Ich meine solches Gedöns:
http://www.mountainbike-magazin.de/...freeride-mtb-mit-1200-watt-motor.446232.2.htm
Damit kann man durchaus Wanderer nerven.

Im Prinzip ist es auch egal ob der Weg nun 2m oder 50cm breit ist, die Masse an "Bikern" die hirnlos in der Landschaft rumdonnert wird zunehmen und das Fussvolk zermürben, bisher hat bei Streitigkeiten selten die Bike Lobby gewonnen. Mir schwant das Böses ...


----------



## numis (19. August 2010)

zaprok schrieb:


> Wie läuft das denn ab? Bekomme ich die (Start)Nummer bei Ticketkauf einfach so dazu oder muss ich meine Personalien angeben? Letzteres fände ich schon bedenklich.
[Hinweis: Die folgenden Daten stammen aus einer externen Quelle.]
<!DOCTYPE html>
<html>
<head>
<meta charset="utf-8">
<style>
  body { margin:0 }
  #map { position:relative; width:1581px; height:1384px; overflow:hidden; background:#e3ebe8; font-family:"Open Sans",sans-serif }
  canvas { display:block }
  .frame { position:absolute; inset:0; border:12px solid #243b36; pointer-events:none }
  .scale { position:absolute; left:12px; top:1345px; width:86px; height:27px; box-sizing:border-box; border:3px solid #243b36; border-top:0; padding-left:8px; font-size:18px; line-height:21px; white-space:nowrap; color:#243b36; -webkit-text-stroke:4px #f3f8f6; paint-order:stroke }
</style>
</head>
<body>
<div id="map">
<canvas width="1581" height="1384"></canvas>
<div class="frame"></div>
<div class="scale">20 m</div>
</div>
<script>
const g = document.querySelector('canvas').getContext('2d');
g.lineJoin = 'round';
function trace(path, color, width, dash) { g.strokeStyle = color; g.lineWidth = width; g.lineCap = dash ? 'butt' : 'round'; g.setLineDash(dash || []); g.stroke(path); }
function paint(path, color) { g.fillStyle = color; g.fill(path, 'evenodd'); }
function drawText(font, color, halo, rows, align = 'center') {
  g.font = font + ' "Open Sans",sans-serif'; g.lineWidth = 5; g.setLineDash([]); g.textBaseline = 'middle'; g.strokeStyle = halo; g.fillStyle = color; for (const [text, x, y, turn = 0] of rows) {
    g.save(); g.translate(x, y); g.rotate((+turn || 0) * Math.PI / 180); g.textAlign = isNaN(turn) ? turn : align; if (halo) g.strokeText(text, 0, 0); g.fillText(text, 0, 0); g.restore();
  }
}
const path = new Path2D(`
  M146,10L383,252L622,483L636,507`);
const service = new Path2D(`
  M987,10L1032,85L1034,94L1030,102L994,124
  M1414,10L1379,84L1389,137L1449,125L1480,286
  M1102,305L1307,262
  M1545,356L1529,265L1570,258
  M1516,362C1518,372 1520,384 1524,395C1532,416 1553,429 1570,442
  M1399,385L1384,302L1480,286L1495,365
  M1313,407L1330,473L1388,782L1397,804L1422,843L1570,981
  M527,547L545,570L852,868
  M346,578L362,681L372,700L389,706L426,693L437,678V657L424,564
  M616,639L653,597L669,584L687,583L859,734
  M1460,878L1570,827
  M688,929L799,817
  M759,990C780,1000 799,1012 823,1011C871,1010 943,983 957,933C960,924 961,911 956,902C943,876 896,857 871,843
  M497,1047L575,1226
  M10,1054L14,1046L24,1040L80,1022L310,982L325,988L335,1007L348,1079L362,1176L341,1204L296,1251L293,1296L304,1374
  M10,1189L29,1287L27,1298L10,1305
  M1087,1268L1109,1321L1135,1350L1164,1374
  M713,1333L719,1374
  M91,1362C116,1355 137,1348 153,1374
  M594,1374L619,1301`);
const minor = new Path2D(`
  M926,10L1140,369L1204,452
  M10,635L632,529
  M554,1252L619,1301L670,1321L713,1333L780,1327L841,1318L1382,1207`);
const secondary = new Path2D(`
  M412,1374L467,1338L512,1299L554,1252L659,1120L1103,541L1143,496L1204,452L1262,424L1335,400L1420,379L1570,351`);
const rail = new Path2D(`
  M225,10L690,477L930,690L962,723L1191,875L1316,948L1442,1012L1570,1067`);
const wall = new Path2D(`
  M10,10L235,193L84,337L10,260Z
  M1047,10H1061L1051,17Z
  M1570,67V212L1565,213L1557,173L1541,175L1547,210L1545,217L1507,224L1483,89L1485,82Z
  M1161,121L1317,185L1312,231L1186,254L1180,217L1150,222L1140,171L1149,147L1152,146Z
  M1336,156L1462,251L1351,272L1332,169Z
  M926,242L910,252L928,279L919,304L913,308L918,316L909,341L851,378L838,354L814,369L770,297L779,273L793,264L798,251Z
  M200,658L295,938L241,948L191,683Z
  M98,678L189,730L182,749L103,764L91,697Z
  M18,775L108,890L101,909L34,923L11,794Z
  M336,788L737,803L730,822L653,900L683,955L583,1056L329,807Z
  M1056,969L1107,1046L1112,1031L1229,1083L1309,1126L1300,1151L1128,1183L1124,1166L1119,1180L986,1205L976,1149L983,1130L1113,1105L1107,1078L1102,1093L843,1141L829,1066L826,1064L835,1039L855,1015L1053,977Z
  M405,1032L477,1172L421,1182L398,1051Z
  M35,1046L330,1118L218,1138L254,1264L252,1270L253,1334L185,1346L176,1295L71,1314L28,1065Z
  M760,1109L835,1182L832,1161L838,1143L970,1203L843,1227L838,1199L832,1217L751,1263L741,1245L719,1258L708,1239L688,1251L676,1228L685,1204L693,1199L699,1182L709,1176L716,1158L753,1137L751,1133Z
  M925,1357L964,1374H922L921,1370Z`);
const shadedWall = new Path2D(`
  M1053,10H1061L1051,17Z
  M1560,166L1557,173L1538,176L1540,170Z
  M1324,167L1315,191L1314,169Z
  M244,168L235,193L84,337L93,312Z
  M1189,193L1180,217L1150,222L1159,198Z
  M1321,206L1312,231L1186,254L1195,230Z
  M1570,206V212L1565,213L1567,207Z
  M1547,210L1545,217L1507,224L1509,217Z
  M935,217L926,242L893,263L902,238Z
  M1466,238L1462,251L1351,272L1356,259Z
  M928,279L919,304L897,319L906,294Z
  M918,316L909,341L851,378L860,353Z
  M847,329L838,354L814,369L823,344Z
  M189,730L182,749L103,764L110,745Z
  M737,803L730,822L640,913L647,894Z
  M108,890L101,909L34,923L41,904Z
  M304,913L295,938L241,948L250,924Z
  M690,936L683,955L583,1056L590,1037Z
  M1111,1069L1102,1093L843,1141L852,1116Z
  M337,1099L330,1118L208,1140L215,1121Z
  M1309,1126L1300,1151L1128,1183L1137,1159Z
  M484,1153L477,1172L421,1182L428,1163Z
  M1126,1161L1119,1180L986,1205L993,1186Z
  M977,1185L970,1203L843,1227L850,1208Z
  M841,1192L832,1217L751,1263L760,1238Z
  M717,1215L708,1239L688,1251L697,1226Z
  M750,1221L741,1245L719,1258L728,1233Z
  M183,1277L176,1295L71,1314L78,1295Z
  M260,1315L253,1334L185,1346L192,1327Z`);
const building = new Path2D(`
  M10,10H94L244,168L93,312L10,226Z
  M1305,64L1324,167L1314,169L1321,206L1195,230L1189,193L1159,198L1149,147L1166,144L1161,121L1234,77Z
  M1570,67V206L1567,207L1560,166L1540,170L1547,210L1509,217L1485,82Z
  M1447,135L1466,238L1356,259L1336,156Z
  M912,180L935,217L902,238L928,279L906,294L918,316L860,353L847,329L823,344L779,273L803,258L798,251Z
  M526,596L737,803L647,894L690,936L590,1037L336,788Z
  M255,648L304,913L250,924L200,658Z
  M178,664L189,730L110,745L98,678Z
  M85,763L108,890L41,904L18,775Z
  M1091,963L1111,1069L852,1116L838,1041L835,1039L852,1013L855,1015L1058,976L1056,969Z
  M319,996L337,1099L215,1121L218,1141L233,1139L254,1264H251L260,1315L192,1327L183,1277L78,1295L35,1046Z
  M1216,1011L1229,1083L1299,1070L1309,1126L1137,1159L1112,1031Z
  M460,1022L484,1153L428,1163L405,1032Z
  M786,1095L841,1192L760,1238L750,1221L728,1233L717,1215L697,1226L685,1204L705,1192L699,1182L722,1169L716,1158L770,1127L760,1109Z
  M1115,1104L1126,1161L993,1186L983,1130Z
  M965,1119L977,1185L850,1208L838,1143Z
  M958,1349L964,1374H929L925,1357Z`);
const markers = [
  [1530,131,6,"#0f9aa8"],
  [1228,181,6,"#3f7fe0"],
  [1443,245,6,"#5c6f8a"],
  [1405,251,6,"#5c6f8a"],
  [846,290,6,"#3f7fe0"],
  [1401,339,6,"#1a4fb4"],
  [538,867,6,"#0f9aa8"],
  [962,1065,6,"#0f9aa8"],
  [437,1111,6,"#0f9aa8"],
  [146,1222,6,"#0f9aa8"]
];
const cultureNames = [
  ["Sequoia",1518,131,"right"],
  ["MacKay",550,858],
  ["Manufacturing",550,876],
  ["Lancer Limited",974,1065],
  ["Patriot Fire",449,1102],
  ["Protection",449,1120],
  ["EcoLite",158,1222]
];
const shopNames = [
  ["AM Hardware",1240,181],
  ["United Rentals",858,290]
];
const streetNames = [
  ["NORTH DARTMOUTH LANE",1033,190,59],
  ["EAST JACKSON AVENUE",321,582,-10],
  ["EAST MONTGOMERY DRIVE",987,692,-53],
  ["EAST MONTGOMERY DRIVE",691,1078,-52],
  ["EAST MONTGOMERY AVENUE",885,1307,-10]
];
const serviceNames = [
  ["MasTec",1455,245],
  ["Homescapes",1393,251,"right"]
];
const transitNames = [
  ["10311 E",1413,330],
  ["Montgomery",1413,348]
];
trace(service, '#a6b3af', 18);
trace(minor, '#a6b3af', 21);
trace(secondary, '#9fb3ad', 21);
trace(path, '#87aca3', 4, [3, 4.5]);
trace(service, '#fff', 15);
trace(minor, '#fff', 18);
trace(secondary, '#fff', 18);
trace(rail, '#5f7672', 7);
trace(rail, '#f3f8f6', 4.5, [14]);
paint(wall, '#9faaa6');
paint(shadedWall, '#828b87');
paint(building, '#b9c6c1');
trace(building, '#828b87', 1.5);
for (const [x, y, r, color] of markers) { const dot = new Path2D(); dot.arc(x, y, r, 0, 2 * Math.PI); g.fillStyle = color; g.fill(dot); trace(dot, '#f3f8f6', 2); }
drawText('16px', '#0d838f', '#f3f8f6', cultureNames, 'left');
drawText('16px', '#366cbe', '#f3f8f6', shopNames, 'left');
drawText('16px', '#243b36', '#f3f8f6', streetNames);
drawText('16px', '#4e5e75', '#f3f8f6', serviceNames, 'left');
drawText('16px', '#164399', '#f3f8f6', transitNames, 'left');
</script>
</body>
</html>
man muss ein depot von 40fr hinterlegen, dazu alle personalien und die kreditkartennummer, fals sich also jemand über dich beschwärt weil du z.b. kurtz den weg verlässt bekommst du gleich 75fr von der karte abgezogen


----------



## Bjoern_U. (19. August 2010)

Teguerite schrieb:


> Ich meine solches Gedöns:
> http://www.mountainbike-magazin.de/...freeride-mtb-mit-1200-watt-motor.446232.2.htm
> Damit kann man durchaus Wanderer nerven.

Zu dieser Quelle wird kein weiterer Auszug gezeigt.